**Exercise requirements**
Among the entries below, find the lines with the word "Minified" and copy them.

**Information supplied**
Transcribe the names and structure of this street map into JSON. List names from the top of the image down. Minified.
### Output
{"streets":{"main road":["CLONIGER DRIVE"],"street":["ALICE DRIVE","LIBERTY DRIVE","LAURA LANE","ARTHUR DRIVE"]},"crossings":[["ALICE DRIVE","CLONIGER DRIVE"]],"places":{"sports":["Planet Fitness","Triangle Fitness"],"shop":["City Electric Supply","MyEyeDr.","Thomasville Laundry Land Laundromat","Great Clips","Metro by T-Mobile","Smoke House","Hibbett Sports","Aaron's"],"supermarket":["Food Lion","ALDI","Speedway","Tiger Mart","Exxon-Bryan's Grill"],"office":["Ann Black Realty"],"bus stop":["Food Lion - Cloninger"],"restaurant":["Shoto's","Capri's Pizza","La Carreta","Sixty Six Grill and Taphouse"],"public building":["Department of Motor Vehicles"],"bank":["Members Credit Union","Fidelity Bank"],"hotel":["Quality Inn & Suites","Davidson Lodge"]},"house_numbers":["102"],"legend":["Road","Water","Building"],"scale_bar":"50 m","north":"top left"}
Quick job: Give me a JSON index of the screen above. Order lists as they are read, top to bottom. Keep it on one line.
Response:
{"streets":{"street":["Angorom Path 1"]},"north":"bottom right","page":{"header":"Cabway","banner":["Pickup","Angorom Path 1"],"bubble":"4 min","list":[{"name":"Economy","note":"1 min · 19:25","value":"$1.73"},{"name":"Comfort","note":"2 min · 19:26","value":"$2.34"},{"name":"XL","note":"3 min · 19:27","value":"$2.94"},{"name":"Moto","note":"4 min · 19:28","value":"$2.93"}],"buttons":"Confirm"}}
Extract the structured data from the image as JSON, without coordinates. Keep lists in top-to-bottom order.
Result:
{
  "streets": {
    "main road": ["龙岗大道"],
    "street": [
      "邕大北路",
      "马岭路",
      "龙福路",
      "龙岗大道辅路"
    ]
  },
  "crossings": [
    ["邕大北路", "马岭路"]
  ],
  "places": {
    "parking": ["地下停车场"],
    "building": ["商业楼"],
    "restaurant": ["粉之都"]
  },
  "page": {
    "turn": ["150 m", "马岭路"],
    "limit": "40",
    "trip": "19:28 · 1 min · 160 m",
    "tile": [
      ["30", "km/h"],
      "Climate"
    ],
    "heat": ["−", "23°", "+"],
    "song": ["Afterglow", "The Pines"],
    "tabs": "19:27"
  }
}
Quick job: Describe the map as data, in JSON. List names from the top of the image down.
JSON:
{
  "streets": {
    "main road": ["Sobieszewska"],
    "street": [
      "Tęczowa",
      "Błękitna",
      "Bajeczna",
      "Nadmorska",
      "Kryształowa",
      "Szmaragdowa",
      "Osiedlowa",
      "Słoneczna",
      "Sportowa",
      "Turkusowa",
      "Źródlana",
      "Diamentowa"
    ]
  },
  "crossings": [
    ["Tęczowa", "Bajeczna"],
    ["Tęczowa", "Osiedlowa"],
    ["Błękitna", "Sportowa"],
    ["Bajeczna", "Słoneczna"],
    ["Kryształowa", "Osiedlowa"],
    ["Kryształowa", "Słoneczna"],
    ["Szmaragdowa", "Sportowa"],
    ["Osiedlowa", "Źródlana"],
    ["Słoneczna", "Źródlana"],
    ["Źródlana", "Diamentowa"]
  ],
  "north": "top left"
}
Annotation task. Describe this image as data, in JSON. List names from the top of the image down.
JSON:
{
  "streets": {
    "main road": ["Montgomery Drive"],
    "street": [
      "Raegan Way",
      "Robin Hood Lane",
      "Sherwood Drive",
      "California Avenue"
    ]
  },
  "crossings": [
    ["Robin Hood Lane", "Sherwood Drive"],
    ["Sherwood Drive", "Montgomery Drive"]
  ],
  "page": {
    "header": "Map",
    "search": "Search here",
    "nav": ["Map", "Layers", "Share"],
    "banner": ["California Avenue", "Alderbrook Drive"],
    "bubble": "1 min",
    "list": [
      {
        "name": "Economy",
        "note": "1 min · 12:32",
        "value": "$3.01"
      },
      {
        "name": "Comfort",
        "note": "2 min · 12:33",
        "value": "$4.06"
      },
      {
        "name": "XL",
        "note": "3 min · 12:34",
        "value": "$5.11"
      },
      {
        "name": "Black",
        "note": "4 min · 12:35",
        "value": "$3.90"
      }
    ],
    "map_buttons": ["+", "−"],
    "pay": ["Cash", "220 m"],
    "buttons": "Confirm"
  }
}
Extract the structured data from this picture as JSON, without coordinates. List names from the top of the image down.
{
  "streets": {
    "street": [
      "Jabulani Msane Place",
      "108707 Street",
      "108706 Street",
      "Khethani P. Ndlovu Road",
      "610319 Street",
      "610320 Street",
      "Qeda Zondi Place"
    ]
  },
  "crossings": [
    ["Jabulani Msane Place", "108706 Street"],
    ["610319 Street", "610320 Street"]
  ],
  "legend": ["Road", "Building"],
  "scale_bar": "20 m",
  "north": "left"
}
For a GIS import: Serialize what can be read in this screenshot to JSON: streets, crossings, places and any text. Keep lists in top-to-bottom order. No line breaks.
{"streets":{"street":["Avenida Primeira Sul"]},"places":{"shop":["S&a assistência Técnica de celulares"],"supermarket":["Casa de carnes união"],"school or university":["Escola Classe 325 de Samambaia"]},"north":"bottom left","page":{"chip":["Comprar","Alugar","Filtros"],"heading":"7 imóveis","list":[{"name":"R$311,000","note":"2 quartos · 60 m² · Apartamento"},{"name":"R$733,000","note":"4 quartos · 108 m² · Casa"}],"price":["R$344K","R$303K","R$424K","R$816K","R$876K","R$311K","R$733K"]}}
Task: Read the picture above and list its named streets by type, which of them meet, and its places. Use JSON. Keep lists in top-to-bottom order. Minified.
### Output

**Exercise answer**
Transcribe the names and structure of this street map into JSON. List names from the top of the image down. Minified.
Task: Read the picture above and list its named streets by type, which of them meet, and its places. Use JSON. Keep lists in top-to-bottom order. Minified.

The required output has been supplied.